Copy each line below holding "color".

Start of Dataset excerpts

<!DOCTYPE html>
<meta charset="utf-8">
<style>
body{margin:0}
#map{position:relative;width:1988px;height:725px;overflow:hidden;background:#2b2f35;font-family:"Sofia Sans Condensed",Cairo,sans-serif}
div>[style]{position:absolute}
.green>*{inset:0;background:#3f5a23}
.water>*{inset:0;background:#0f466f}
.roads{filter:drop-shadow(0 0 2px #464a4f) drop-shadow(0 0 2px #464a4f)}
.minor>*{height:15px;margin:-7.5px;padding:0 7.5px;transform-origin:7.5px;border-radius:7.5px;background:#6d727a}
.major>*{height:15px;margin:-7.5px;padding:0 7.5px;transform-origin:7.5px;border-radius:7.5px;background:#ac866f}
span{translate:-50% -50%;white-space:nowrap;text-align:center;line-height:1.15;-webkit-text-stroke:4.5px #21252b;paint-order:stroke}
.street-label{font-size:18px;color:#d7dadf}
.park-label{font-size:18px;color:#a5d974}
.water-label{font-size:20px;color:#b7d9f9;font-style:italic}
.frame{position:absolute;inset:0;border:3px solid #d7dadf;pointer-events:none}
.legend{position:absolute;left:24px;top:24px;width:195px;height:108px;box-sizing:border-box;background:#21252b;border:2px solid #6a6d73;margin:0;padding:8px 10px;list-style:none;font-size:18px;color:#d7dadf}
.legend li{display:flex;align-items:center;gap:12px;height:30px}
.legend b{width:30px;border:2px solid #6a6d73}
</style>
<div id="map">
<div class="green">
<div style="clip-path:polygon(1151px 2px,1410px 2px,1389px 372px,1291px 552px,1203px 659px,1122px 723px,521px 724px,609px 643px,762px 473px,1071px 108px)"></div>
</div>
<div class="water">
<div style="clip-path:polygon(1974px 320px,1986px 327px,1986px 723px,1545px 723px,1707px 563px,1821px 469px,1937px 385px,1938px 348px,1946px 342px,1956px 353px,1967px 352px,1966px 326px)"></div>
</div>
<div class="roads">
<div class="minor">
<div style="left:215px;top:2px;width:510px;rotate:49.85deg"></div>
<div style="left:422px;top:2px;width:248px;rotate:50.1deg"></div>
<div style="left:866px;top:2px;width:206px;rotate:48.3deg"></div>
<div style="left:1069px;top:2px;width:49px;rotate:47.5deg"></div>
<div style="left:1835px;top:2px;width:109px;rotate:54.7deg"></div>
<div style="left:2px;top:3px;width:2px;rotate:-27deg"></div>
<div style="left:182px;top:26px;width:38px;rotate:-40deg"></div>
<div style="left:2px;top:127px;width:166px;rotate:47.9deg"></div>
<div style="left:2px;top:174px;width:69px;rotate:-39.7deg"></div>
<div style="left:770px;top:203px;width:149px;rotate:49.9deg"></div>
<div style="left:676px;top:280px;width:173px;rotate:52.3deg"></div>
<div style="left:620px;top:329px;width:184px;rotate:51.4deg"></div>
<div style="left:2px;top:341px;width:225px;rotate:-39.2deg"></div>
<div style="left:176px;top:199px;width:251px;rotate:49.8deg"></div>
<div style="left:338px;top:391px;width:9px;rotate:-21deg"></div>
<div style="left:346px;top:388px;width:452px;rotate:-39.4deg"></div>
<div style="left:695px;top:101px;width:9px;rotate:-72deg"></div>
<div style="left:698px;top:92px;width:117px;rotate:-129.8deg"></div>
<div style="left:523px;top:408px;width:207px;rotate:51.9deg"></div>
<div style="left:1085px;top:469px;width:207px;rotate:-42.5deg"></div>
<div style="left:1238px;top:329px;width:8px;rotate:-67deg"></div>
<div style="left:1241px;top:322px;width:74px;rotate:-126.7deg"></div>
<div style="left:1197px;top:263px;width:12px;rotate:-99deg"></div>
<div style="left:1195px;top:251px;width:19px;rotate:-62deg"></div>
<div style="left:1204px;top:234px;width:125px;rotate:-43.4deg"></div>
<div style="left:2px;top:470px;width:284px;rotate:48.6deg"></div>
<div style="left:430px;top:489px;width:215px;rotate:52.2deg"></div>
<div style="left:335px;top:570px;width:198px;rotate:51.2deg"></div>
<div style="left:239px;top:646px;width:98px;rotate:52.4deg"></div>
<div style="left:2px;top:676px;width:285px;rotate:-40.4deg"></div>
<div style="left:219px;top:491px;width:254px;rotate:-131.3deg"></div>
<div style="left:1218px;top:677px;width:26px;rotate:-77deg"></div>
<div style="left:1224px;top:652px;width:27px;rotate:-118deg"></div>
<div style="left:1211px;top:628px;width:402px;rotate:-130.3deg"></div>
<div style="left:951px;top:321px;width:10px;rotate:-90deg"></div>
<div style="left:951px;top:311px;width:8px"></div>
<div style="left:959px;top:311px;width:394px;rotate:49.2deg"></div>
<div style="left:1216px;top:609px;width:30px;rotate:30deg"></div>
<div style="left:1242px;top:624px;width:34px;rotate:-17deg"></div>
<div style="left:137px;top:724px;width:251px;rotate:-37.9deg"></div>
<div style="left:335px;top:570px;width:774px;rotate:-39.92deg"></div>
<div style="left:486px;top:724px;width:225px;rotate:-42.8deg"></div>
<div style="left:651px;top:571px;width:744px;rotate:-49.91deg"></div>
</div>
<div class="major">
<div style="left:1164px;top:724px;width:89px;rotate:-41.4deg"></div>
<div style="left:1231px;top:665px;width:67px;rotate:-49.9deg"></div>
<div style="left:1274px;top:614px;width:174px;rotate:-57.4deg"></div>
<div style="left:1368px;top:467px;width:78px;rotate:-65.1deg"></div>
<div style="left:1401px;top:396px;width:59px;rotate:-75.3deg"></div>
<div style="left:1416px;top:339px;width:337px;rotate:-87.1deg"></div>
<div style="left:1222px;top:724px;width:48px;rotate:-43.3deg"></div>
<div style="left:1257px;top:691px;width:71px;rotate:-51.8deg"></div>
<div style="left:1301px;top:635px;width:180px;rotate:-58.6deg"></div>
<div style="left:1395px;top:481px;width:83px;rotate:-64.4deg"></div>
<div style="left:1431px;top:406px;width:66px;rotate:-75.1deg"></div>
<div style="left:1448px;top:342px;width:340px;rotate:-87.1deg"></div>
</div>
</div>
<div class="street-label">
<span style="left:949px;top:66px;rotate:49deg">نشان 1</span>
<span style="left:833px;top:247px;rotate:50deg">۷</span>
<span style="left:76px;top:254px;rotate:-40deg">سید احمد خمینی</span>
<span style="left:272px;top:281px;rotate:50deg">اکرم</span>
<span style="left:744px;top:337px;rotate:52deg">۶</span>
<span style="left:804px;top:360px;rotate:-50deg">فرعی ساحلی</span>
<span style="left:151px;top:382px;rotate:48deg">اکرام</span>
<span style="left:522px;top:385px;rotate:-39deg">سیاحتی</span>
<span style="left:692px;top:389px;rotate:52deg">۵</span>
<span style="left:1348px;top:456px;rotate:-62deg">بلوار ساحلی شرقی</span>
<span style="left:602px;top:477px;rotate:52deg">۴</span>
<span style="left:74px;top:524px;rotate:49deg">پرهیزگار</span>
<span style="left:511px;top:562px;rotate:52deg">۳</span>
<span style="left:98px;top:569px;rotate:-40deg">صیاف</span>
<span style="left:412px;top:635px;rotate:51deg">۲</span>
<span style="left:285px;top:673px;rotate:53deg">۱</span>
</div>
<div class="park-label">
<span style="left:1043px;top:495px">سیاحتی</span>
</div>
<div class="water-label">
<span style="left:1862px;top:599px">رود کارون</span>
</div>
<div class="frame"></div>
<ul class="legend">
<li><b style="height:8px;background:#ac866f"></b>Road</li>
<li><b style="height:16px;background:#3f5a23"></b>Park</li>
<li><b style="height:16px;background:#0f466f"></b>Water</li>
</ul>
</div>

End of Dataset excerpts

*Solution for this problem:*
.street-label{font-size:18px;color:#d7dadf}
.park-label{font-size:18px;color:#a5d974}
.water-label{font-size:20px;color:#b7d9f9;font-style:italic}
.legend{position:absolute;left:24px;top:24px;width:195px;height:108px;box-sizing:border-box;background:#21252b;border:2px solid #6a6d73;margin:0;padding:8px 10px;list-style:none;font-size:18px;color:#d7dadf}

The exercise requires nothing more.